I was in the mood for tempeh, but didn’t want to spent a long time cooking. I found this tempeh bolognese recipe and was intrigued. I’d never tried making a vegetarian bolognese recipe, but I liked the idea of a filling sauce that didn’t require anything extra to be a full meal. I made it with dried shitake mushrooms and fresh wild stump puffballs I picked from my backyard.

I served the sauce over spaghetti squash and was surprised by how much I enjoyed the dish. The tempeh flavor was definitely present, but I didn’t mind it. The texture was very good and the dish was flavorful and filling, while only requiring 1 pot and 30 minutes to make.

I ended up needing to add extra tomatoes to make the dish saucy enough. It calls for 28 ounces of canned tomatoes, but I used a combination of fresh and canned tomatoes, which might have been why I needed extra. Also, I ran out of sauce before I finished the whole spaghetti squash. Next time I’d 1.5x the recipe.

In my book this was a winner. I’m going to keep it in my repertoire for nights when I need to make something filling and satisfying without much time or work.

Stewed Black Eyed Peas

I wanted to make something really simple to enjoy my last black eyed pea harvest of the season. I looked at a recipe for stewed black eyed peas on the New York Times and, using this recipe as my inspiration, made this recipe for stewed black eyed peas:

2 cups Fresh Black Eyed Peas

6 cups water

2 Leek Tops (Green Part Only)

1 onion, cut in quarters

Tsp salt

2 garlic cloves, peeled

I put everything in my small slow cooker and cooked on high for 5 hours. The result was delicious. Flavorful, soothing, and with surprising depth of flavor. This is my favorite black eyed pea recipe I made all summer.

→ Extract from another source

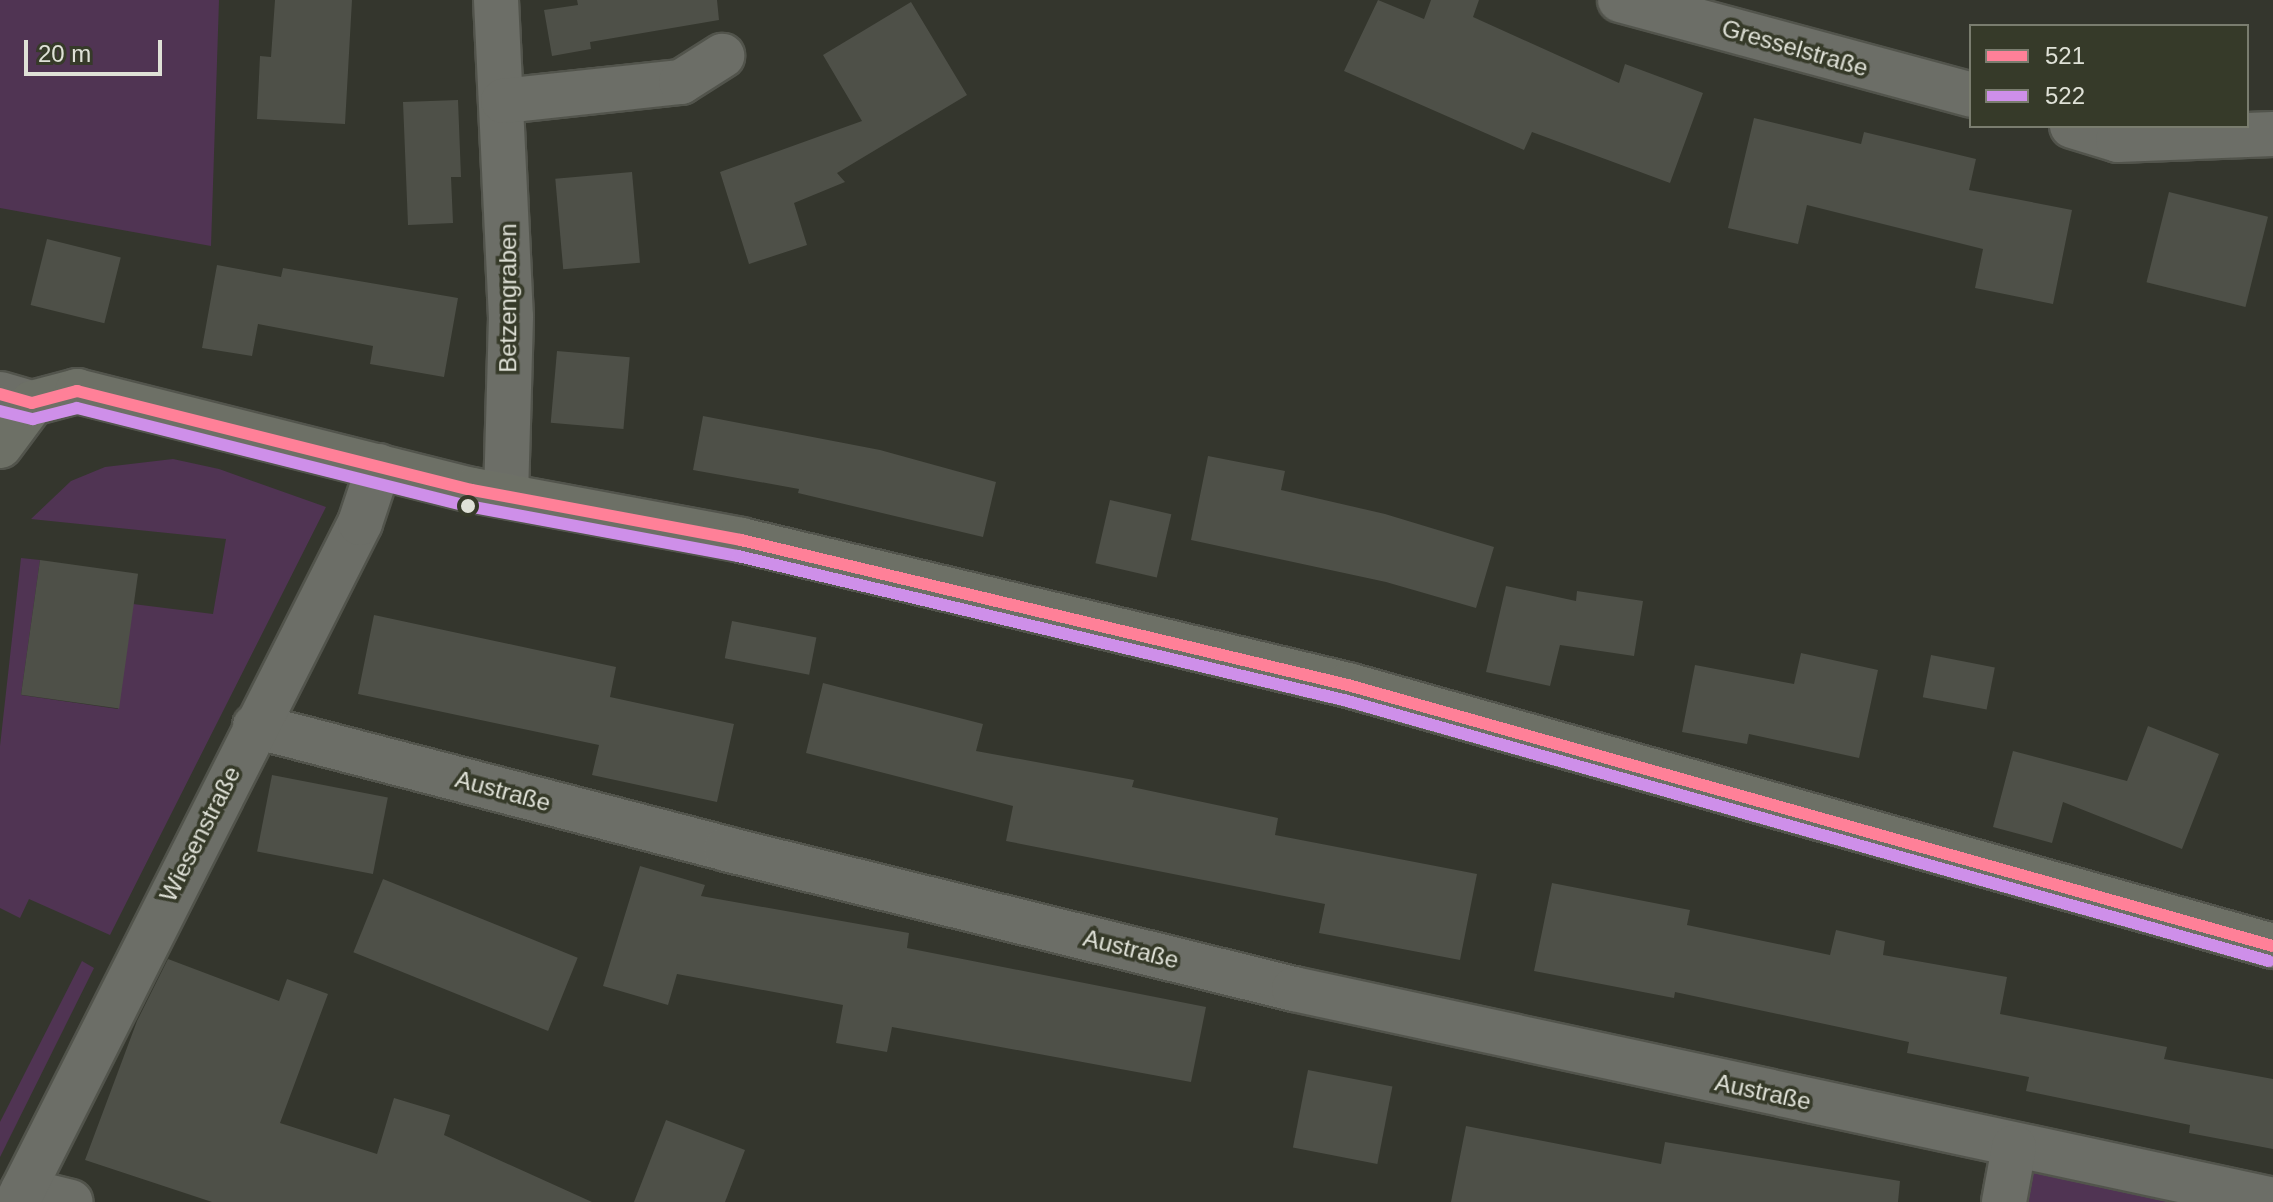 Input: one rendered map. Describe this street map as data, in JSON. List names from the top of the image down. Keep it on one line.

There was enough broth to use in another recipe. I used it in this one, and I suspect that’s the reason that the recipe was so flavorful. https://nimbleveggies.wordpress.com/2021/11/15/farro-with-mushrooms

Farro with Mushrooms

I was looking for a recipe to use up the remainder of the mushrooms I had bought for a recipe I’d made the week before. I came upon this recipe on the New York Times and was intrigued. I used the mushrooms I had (fresh cremini and chanterelle and dried shitake) instead of those that were called for. I used half white and half red wine since I ran out of white.

Dried shitake was not a great choice. They were too chewy for the recipe. The chanterelles worked well. Even with all my changes and the odd dried mushroom choice, the recipe was very good. It is sort of reminiscent of a risotto with farro, but much faster to make since you add the liquid all at once. The flavor is really deep and rich and the fresh parsley adds complexity. I only used 5 cups of broth instead of the 6 that were called for. I’ll be making this again.